Rolling and Cypress Stables
Looking for the right spot to roll.
I've been spending a lot of time with Opal in halter and at liberty (no halter, moving at her own will) working on rolling. One reason I've been focusing on this was in Nevada she decided to roll with her western saddle on, not the safest thing to do. The reason is for a horse to be willing to lay down next to you takes a lot of trust. I've been giving Opal the 'ok' to roll by kneeling down in soft sand, a place she naturally loves to roll. It didn't take her long to catch on. Opal has not had a lot of riding this week, she's nearly leveled out again and will resume more ride time once she does.
A very happy mustang, rolling in the warm sand.
Today's adventure, a Desensitization clinic at Cypress Stables. Cypress Stables is about 2 miles from Kickin' Back Ranch and is owned and operated by a good friend Tami Daniels, owner of a mustang named Ranger. The clinic included several obstacles that might be found in trail classes, as well as a few 'scarier' ones. We started out with a warm up in the small arena working on spacing and walking 2 wide, 3 wide, and 4 wide. Opal was ok walking next to Gypsy, but once we went to a larger group and she had to walk with horses and not follow anyone. She was a bit uncertain about this. She did well for the first time, but I have some homework to do with her to help build her confidence more. She's still young and has plenty of time to learn to become more confident in herself. More miles to build more confidence.
Once we were done in the small arena, we went into the covered arena where the 'scary' stuff was going on. Most obstacles Opal was more than willing to do them. The waterfall we had to walk next to once, then see another horse go through it before she would. The road flare she wanted someone in front of her the first time, which was fine. She tossed her head a little going by it the first time, but they make noise, are very bright, smell funny, and make smoke, so her reaction was completely understandable. Her next several passes she did calmly and without head tossing. While Opal has been over green tarps and carpets, the blue tarp caused her to give out several snorts and plant her feet. With some reassurance from me, walking her around the tarp, and watching another horse go over it, she eventually did it as well. The last obstacle was blanks being shot from a gun. We started at the far opposite end of the arena and I was on the ground for this exercise. After each round we walked the horses closer to the gun being fired if they were willing to get closer. By the end Opal was about 5 feet away from the gun and standing fairly still. She would flinch a bit with the first few shots, but by the end she would hear it and not react. I'm so proud of her.
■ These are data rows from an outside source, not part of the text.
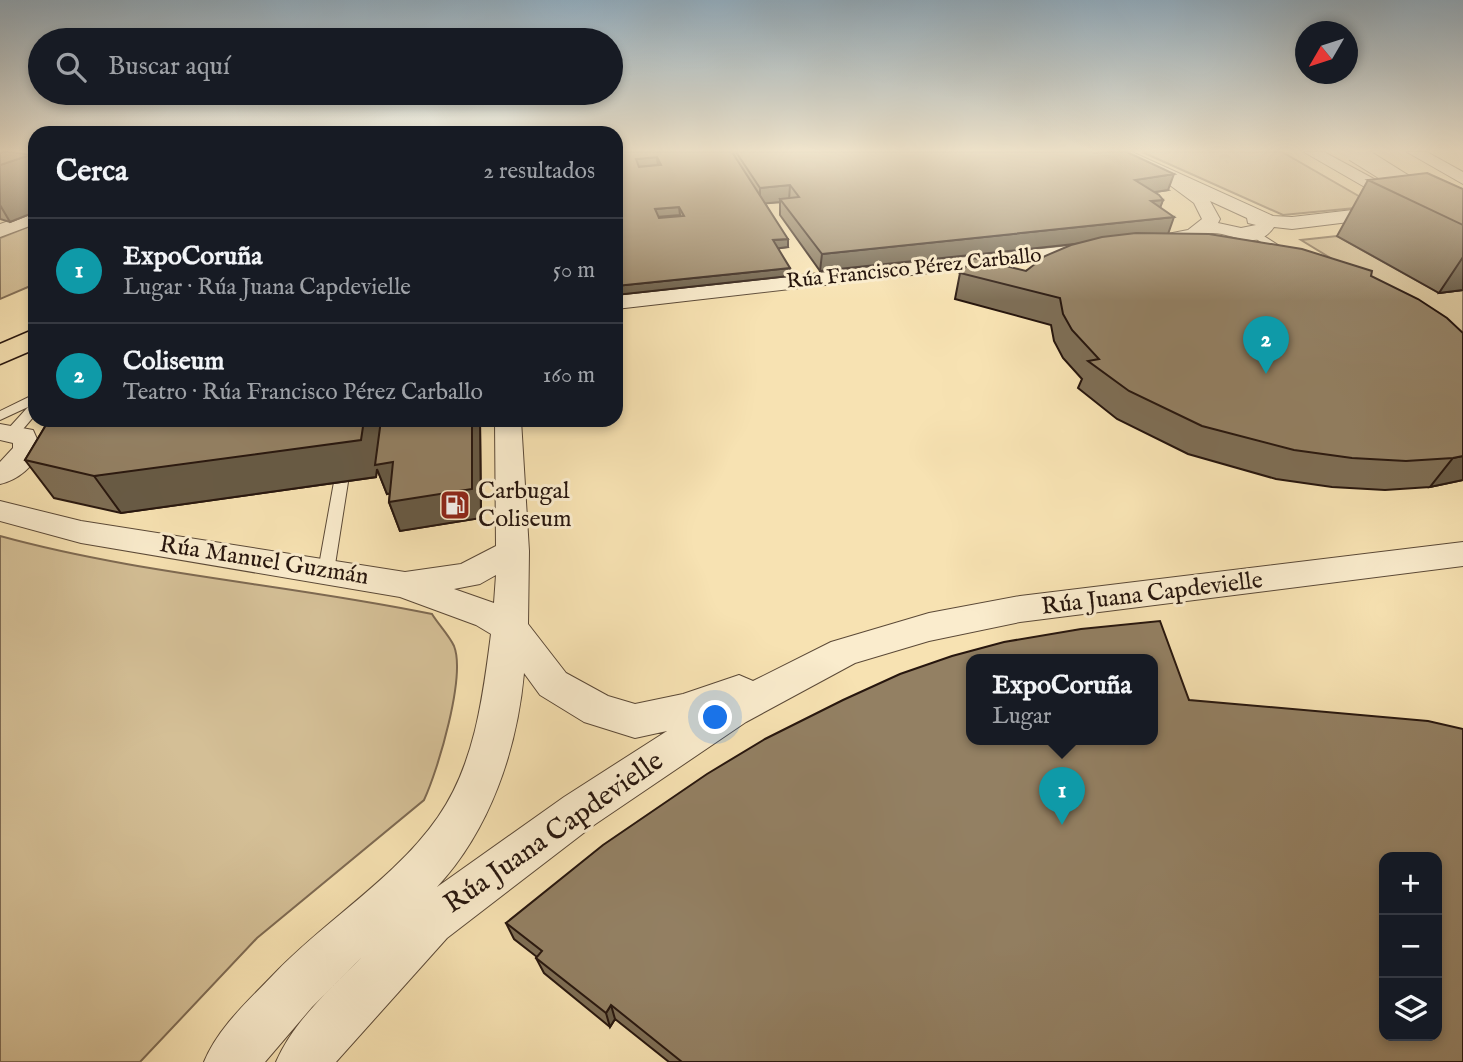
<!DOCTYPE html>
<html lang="es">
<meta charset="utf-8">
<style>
:root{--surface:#171b24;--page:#20242c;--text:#f1f3f6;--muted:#9ea1a6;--line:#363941;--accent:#1a73e8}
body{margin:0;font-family:"IM FELL English",serif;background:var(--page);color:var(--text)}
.controls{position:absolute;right:21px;bottom:21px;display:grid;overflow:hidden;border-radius:14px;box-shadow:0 4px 10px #0003}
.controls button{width:63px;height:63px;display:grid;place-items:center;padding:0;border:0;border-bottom:2px solid var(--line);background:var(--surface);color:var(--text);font:35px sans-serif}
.compass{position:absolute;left:1295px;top:21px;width:63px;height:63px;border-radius:50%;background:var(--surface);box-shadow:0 4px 10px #0003;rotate:231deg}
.you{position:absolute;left:716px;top:718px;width:24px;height:24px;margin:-18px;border:5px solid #fff;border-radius:50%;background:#1a73e8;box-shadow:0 0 0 10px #1a73e833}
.badge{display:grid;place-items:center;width:46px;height:46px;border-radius:50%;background:var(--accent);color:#fff;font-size:23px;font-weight:700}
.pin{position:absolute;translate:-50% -58px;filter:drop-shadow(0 2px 4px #0008)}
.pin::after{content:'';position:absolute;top:37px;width:24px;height:21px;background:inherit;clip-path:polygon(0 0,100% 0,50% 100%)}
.popup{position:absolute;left:966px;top:654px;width:192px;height:91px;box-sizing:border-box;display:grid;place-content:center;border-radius:14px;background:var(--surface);filter:drop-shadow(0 2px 5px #0005);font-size:23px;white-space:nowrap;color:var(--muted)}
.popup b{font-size:26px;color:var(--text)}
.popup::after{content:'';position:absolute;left:50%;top:100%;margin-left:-14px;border:14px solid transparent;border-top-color:var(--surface)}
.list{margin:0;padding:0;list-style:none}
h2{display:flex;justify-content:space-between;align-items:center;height:91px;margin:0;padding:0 28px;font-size:30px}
h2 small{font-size:23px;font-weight:400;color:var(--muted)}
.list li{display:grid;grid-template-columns:46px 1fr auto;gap:21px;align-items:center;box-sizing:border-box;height:105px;padding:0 28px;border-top:2px solid var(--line)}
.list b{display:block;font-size:26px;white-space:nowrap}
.list p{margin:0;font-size:23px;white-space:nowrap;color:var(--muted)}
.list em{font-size:23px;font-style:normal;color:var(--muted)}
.icon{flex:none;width:38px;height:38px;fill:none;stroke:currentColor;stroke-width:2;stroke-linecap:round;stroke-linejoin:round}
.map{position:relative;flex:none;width:1463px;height:1062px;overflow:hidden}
.search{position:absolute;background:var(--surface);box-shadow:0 4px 10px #0003;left:28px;top:28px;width:595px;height:77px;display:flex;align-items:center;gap:18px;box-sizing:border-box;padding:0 24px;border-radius:38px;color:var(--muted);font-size:26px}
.panel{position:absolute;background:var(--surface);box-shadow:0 4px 10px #0003;left:28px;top:126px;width:595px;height:301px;border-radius:21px}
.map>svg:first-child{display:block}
</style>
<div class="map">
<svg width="1463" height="1062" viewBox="0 0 1463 1062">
<rect width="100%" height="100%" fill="#f7e2b2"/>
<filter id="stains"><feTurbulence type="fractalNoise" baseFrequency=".00286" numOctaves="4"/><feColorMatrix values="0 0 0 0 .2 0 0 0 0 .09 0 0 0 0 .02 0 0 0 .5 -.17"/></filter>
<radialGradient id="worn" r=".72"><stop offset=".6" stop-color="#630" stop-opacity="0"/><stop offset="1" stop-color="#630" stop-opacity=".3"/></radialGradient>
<!-- green -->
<path fill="#d4bf96" stroke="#7e6a52" stroke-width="2" d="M1142 152H1282L1376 206 1283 215Z
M35 224V284L0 299V238Z
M1337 236 1439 293 1463 290V339L1301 240Z
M0 536C142 575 288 584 432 614 438 624 449 635 454 646 466 676 438 770 424 800L257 938 140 1062H0Z"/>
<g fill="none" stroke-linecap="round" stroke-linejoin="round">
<!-- service casing -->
<g stroke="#5b4937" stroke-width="2">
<path id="service" d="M1250 231H1256L1292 254 1283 256 1250 235Z
M35 394V415L18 435H8L6 432 8 429 28 407 0 420V411Z
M341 477 348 482 334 571 332 575H320L318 571 334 482Z"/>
</g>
<!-- minor casing -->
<g stroke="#5b4937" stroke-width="2">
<path id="minor" d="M1111 152H1132L1273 216 1292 217 1396 205 1304 152H1324L1411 199 1414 203 1463 198V208L1292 229 1274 227C1256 253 1232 232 1211 233 1208 234 1201 239 1197 240 1182 245 1162 250 1147 246L1144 242 1147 238 1188 230 1202 219 1194 203 1159 177ZM1210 201 1247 218 1248 223 1256 225 1241 228 1218 223 1220 219Z
M1407 152H1427L1463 172V184Z
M35 212V224L0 237V224Z
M1096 243 1103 245 1106 249 1103 253 616 309V295Z
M495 420H521L529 551 528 624 566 673 608 696 635 704 683 694 739 675 753 681 831 642 929 613 1020 596 1463 542V566L1020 622 929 641 855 663 746 722 594 825 447 938 336 1062H276C294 1020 331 989 362 957L312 1007 265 1062H204C218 1028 248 1001 273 975 325 920 395 879 438 817 475 764 483 696 491 634L476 625 400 597 81 543 0 521V501L81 521 405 572 461 564 496 546ZM496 575 494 603 454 589 480 584ZM524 673 540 695 584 722 635 738 667 731 564 797 437 887C490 830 517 750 524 673Z
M0 424 33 430 41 448C35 466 18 480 0 484V462L13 448V443L0 440Z"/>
</g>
<!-- trunk casing -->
<g stroke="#27160e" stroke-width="3">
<path id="trunk" d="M35 329V349L0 364V344Z"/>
</g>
<!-- service -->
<use href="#service" fill="#faeccd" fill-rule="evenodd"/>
<!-- minor -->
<use href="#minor" fill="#faeccd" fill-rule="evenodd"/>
<!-- trunk -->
<use href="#trunk" fill="#f7e2b2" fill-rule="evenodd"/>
<!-- minor-bridge casing -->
<g stroke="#5b4937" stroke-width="20" stroke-linecap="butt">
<path id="minor-bridge" d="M1354 152 1463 220"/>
</g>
<!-- minor-bridge -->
<use href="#minor-bridge" stroke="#faeccd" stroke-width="18"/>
</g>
<!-- wall -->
<path fill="#7e6e55" stroke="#27160e" stroke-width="2" fill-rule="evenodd" d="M0 152 35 164V212L10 222 0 219Z
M616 152H1092L1168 190 1155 192 1163 200 1160 207 1168 234 1371 276 1463 480 1430 487 1385 490 1332 487 1276 479 1188 454 1117 419 1078 388 1082 379 1063 358 1054 341 1051 325 955 299 960 273 1026 271 1078 243 820 271 780 215V202L765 203 788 247 778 248 789 276 616 295ZM680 215V216L659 218V217Z
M1368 180 1463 189V290L1439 293 1337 236Z
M49 420H480L481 518 400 531 389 502 390 493 387 494 377 469 376 477 121 513 54 498 25 460Z
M1189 700 1463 1062H669L615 1019 610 1027 544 973 536 958 537 957 514 939 506 923Z"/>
<!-- shaded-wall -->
<path fill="#675a45" stroke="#27160e" stroke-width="2" d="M30 155 35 164V212L10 222 0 205V165Z
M657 157 658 165 636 167V159Z
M1174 174 1168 190 1129 196 1135 180Z
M790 185 789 201 780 199V202L760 204V188Z
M1163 200 1157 216 1151 201Z
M679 207 680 215 656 217 655 209Z
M1174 217 1168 234 820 271 822 254Z
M788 239V247L773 249V240Z
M1463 257V290L1439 293Z
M790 268 789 276 616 295V286Z
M364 420H383L404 491 387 494 377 469 376 477 121 513 94 476Z
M472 420H480L481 518 400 531 389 502Z
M1463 456V480L1430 487 1453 458Z
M611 1005 615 1019 610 1027 606 1013Z"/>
<!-- building -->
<path fill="#938063" stroke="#27160e" stroke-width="2" fill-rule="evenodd" d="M0 152H13L30 155 0 165Z
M616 152H732L788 239 773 240 790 268 616 286ZM657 157 661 165 639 167 636 159ZM679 207 684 216 659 218 655 209Z
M736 152H1092L1094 153 1102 152H1127L1174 174 1135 180 1159 195 1163 200 1151 201 1174 217 822 254 780 199 799 197 790 185 760 188Z
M1427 173 1463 189V225L1368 180Z
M1136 233 1209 234 1302 249 1372 271 1371 276 1418 299 1447 318 1463 333V456L1453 458 1406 461 1352 458 1294 450 1202 426 1129 391 1088 361 1099 359 1072 330 1063 314 1060 298 960 273 974 258 1026 271 1045 256 1071 245 1102 237Z
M49 420H364L361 440 94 476 25 460Z
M381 420H472V489L389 502 393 462 375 465Z
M1160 621 1189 700 1428 721 1463 729V1062H682L611 1005 606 1013 536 958 542 951 506 923 603 845 707 774 765 739 843 700 900 674 952 656 1004 642 1081 629ZM971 659H1153V739H971ZM1384 857H1437V1036H1384Z"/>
<!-- sky -->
<linearGradient id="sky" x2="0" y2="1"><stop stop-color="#91abbc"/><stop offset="0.5" stop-color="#fbf2dc"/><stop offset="1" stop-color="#fbf2dc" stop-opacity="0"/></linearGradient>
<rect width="1463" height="301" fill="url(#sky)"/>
<!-- icons -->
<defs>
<g id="fuel-square" transform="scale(1.575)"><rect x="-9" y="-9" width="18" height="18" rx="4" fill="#8f2418" stroke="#faeccd"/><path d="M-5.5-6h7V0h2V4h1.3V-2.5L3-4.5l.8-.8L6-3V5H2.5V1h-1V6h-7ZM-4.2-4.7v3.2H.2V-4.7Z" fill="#fff"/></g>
</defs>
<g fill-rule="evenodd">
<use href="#fuel-square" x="455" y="505"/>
</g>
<g text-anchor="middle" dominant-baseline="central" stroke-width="6" stroke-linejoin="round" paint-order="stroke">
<!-- far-street labels -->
<g font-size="21" fill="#27160e" stroke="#faeccd">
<text transform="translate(914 269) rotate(-6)">Rúa Francisco Pérez Carballo</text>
</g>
<!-- poi labels -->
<g font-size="24" fill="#27160e" stroke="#faeccd" text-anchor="start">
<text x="478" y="491">Carbugal<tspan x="478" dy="28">Coliseum</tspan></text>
</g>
<!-- street labels -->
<g font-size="24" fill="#27160e" stroke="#faeccd">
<text transform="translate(264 561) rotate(9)">Rúa Manuel Guzmán</text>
<text transform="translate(1152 594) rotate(-7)">Rúa Juana Capdevielle</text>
</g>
<!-- near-street labels -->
<g font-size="28" fill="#27160e" stroke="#faeccd">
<text transform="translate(554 833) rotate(-35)">Rúa Juana Capdevielle</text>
</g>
</g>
<rect width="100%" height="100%" filter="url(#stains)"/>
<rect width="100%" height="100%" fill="url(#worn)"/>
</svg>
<div class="controls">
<button>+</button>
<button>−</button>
<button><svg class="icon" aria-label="layers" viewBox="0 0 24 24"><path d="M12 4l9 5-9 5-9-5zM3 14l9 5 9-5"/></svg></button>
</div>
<svg class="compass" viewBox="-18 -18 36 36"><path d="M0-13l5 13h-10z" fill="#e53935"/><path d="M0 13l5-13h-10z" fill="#9ea1a6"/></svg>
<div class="you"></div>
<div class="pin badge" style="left:1062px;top:825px;background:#0f9aa8">1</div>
<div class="popup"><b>ExpoCoruña</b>Lugar</div>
<div class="pin badge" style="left:1266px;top:374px;background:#0f9aa8">2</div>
<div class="search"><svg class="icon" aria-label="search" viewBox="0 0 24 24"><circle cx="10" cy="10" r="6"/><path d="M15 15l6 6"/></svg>Buscar aquí</div>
<section class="panel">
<h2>Cerca<small>2 resultados</small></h2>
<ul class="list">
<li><span class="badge" style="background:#0f9aa8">1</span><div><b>ExpoCoruña</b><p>Lugar · Rúa Juana Capdevielle</p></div><em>50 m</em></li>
<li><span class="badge" style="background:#0f9aa8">2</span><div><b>Coliseum</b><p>Teatro · Rúa Francisco Pérez Carballo</p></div><em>160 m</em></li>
</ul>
</section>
</div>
Tami was also kind enough to have her 2 horse straight load trailer hooked up to practice with. Sometimes when you need a ride at the last minute, its not always the same trailer your horse is use to. Practicing at home BEFORE an emergency situation makes for a more calm and quiet ending to a potentially emergency. Opal loaded in like a horse that's been in a thousand trailers.
Various shots from my phone during the clinic.
Opal and the flags.
Opal and the blue tarp.
Opal and the wooden box.
Opal and the waterfall.
Opal and the car wash.
Opal and the gun shot.
We had several horses from our barn go with us as well. Mustangs Sancho and Gypsy as well as Tesoro and Whiskey came for the fun. Everyone did very well. We all walked away with things to work with on our horses. It was a great day and experiences for not only our horses, but us as well.
These next pictures were taken by Fernando Mendoza and Yvette Mendoza.
Warming up before working on the obstacles.
With riders and handlers remaining calm and working with their horses to slowly introduce the obstacles in the arena, each horse was eventually able to get close to or complete each one. It is vital that when you and your mount are confronted with something that makes them uneasy that the rider or handler remain calm and focused on as safe of an experience as possible, even it that means dismounting and walking your mount. This not only keeps everyone around you safe but also builds a stronger bond with you and your riding partner.
Gypsy went through the car wash the first time mounted. She was very brave about it, but when the noodles touched her, she got scared and bolted forward causing Sarah to lose balance and fall to the ground. Sarah and Gypsy were both ok, but Sarah opted to walk her in hand the rest of the demonstration to build up Gypsy's confidence. Sometimes you have to take a few steps back to go forward. After lunch we approached the car wash again, but as a team of 3. Sarah walked Gypsy up as far as Gypsy was comfortable. I held the lead rope to help keep Gypsy at a safe speed if she got scared again while Sarah slowly asked Gypsy to move up. We gave big phrase and love each step Gypsy took forward, no matter how small of a step. If she backed up, we let her but didn't punish her or use harsh words. Eventually she walked through it with Sarah both directions.
Sarah, Gypsy, and Carolynn working on the car wash as a team.